Post
Topic
Board Bitcoin Discussion
Re: Angry at the high fees? That's what everyone predicted the future will be like!
by
joker_josue
on 15/11/2023, 19:28:53 UTC
The hashrate didn't grow from 1 petahash to 400 exahash becuase there was a $1000 pot to be earned a day.
Again, end scenario is that fees will be the only reward miners will get, you think you will have miners with the same hashing power on 600k a day tx playing each 20 cents?

Why must the number of miners constantly increase? Isn't it logical that at some point after reaching its highest level, it starts to decline?

It doesn't, the numbers are for keeping the hashrate stable.

But why do you have to maintain or increase hash power?
Hash power has increased, not to generate security, but because there is great competition among miners to obtain the block reward. With the gradual reduction in the reward value per block, this competition starts to make less sense. Because the cost increases for the block reward. I don't think it's logical to overload the network with fees to sustain this mining war.

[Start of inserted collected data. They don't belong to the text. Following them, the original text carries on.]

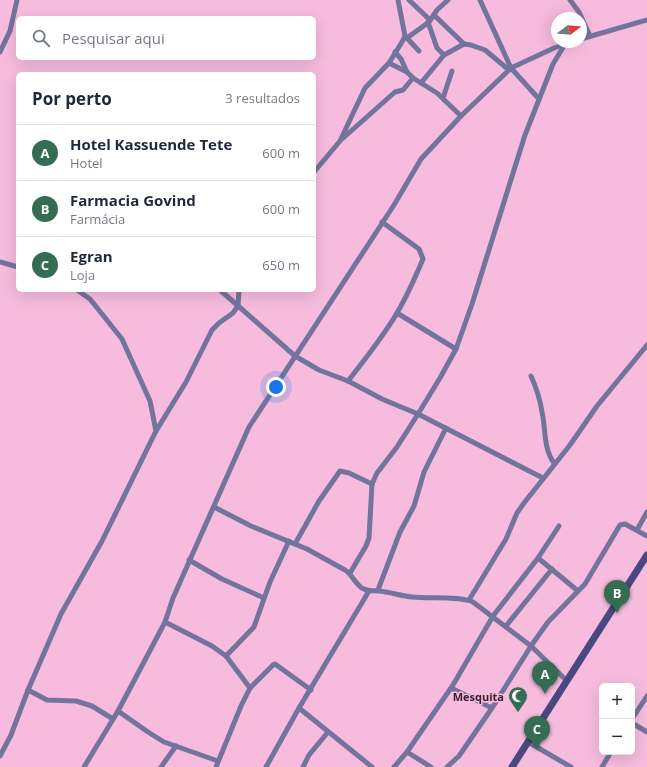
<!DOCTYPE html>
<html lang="pt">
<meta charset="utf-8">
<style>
:root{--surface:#fff;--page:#f2f2f3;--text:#1f2937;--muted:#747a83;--line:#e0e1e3;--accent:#356d54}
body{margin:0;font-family:"Open Sans",sans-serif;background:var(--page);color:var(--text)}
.controls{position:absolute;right:12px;bottom:12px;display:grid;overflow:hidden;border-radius:6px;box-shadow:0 4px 16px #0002}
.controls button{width:36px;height:36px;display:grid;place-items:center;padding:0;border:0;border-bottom:1px solid var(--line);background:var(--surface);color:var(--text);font:20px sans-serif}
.compass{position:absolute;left:551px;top:12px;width:36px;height:36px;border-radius:50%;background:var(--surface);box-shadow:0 4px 16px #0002;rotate:74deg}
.you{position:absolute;left:276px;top:387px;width:14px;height:14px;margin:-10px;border:3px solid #fff;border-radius:50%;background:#1a73e8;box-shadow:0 0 0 6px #1a73e833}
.badge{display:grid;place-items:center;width:26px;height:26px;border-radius:50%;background:var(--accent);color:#fff;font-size:13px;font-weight:700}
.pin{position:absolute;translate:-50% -33px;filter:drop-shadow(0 1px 2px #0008)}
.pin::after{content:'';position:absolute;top:21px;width:14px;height:12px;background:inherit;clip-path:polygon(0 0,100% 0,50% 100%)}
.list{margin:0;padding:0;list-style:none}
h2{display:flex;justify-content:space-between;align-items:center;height:52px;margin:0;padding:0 16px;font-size:17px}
h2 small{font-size:13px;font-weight:400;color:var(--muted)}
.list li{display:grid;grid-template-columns:26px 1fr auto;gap:12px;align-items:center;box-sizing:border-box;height:56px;padding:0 16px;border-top:1px solid var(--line)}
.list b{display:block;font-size:15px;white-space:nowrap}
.list p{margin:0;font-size:13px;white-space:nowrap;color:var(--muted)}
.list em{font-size:13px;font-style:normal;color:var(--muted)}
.icon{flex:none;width:22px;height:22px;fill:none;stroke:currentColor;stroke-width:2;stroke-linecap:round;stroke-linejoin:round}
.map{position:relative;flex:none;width:647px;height:767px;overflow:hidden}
.search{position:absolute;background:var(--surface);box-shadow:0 4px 16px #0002;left:16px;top:16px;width:300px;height:44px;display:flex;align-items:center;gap:10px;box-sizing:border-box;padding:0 14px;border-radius:6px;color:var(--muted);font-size:15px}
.panel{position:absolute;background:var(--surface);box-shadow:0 4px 16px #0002;left:16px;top:72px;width:300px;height:220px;border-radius:6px}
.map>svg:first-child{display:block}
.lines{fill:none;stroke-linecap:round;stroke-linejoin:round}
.street{stroke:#73749c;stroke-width:5}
.secondary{stroke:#4a4881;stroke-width:7}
.labels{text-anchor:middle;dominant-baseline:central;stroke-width:3;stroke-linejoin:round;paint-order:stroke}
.poi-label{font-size:11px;font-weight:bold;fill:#391d2f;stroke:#f6bbdd;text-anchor:end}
</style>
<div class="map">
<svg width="647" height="767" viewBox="0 0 647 767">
<rect width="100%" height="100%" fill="#f6bbdd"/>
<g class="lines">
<!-- street -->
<g class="street">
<polyline points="409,0 430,20"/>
<polyline points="480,0 511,68 539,99"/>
<polyline points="570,0 579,12 590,36"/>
<polyline points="434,15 464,44"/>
<polyline points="428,22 437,48 444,55"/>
<polyline points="405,36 419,51"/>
<polyline points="407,38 429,22 437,10 448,0"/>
<polyline points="581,39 647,20"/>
<polyline points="0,52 10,31 17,0"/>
<polyline points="395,52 401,59 407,72"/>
<polyline points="389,63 407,72 413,78 437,93 461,116"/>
<polyline points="421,83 444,55 464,44 471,45 485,50 509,70"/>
<polyline points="443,98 452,71"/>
<polyline points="342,139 395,92 403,90 413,78"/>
<polyline points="314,172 340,141 365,88 389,63 402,42 405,36 398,0"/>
<polyline points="0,262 18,267"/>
<polyline points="77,290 90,299 122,339 150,401 156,431"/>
<polyline points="220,290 295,356 319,370 348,381 382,399 418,414 543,478"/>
<polyline points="397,313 456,349"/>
<path d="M531 376C536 387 540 399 542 412 546 429 543 448 554 463"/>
<path d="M348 381C365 359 383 337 397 313 407 296 415 278 423 259L419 249 382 222"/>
<path d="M214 507 251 526 307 549 345 570C353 575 356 586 364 589 369 592 374 590 379 591 390 592 401 596 412 597 429 599 460 596 473 602L531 646 567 681"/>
<polyline points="637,530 647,512"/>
<polyline points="295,544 319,501 340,471 349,473 372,484"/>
<polyline points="538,558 578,591"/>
<polyline points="189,560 222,579 264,598"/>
<polyline points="350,573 366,546 369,538 372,484 377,473 397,447 418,414 440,378 456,349 472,304 525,135 553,64 565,44"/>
<polyline points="378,590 400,532 414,506 424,472 446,428"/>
<polyline points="469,600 506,539 517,513 524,503 570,445 597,406 647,345"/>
<polyline points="165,622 212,646 226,656 250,688"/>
<polyline points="506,626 552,569"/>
<polyline points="226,656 254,627 270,582 289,541"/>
<polyline points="451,688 492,708"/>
<polyline points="28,690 47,700 76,701 92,706 113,719"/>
<polyline points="299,708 372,767"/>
<polyline points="118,711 148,732 164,742 218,761"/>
<polyline points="632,719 647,696"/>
<polyline points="632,723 647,732"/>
<polyline points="528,742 571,767"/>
<polyline points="407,752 431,767"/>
<polyline points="0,756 11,735 28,690 61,614 102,541 156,431 186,382 212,330 219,323 233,313 238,306 239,290"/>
<polyline points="84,767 118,711 154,643 165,622 173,598 249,427 394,205 421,159 461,116 511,68 554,48 571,42"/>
<polyline points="161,767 176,746"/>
<polyline points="216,767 241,706 250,688 273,665 275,664 311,690"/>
<polyline points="266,767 299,708 369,591"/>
<polyline points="303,767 309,755 328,732"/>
<polyline points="394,767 407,752 453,685 493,616 538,558 559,526"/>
<polyline points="447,767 459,756 492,708 531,646 548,622 585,584 620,525 625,524 647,536"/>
<polyline points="602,767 611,752"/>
</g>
<!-- secondary -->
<polyline class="secondary" points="512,767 647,555"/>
</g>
<!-- icons -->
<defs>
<symbol id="mosque-pin" viewBox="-11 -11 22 30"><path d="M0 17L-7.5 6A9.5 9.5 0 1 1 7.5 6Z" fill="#356d54" stroke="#f6bbdd"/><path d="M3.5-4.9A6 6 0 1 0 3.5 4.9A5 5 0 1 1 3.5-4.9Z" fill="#fff"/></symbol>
</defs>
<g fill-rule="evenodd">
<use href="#mosque-pin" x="507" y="685" width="22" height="30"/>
</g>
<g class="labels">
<!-- poi labels -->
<g class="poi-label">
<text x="504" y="696">Mesquita</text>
</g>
</g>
</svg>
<div class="controls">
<button>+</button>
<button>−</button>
</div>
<svg class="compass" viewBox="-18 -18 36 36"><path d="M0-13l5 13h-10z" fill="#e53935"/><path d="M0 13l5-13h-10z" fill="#747a83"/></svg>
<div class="you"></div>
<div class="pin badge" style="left:545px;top:694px">A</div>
<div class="pin badge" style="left:617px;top:613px">B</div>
<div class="pin badge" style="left:537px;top:749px">C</div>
<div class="search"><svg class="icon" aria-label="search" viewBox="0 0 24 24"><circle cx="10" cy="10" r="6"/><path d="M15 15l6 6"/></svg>Pesquisar aqui</div>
<section class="panel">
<h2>Por perto<small>3 resultados</small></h2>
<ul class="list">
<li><span class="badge">A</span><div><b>Hotel Kassuende Tete</b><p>Hotel</p></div><em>600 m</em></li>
<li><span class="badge">B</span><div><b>Farmacia Govind</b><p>Farmácia</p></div><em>600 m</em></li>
<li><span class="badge">C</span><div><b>Egran</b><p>Loja</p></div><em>650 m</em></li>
</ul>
</section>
</div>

The point is that 1T/H processes the same number of transactions and blocks as 600E/H. So this idea that this has to be always increasing doesn't make sense. In the next halving or two halvings from now, this mentality has to start changing, otherwise we will start to have absurd fees that will discourage new users from entering the network. Most people aren't going to have dozens of BTC to compensate for paying extremely high fees.

Why does this war for hash power have to be fueled? Why can't mining be made even more decentralized again, as long as more users have a processing machine? When mining is reduced to two or three pools (which is the path this is taking), won't this be more dangerous for the security of Bitcoin?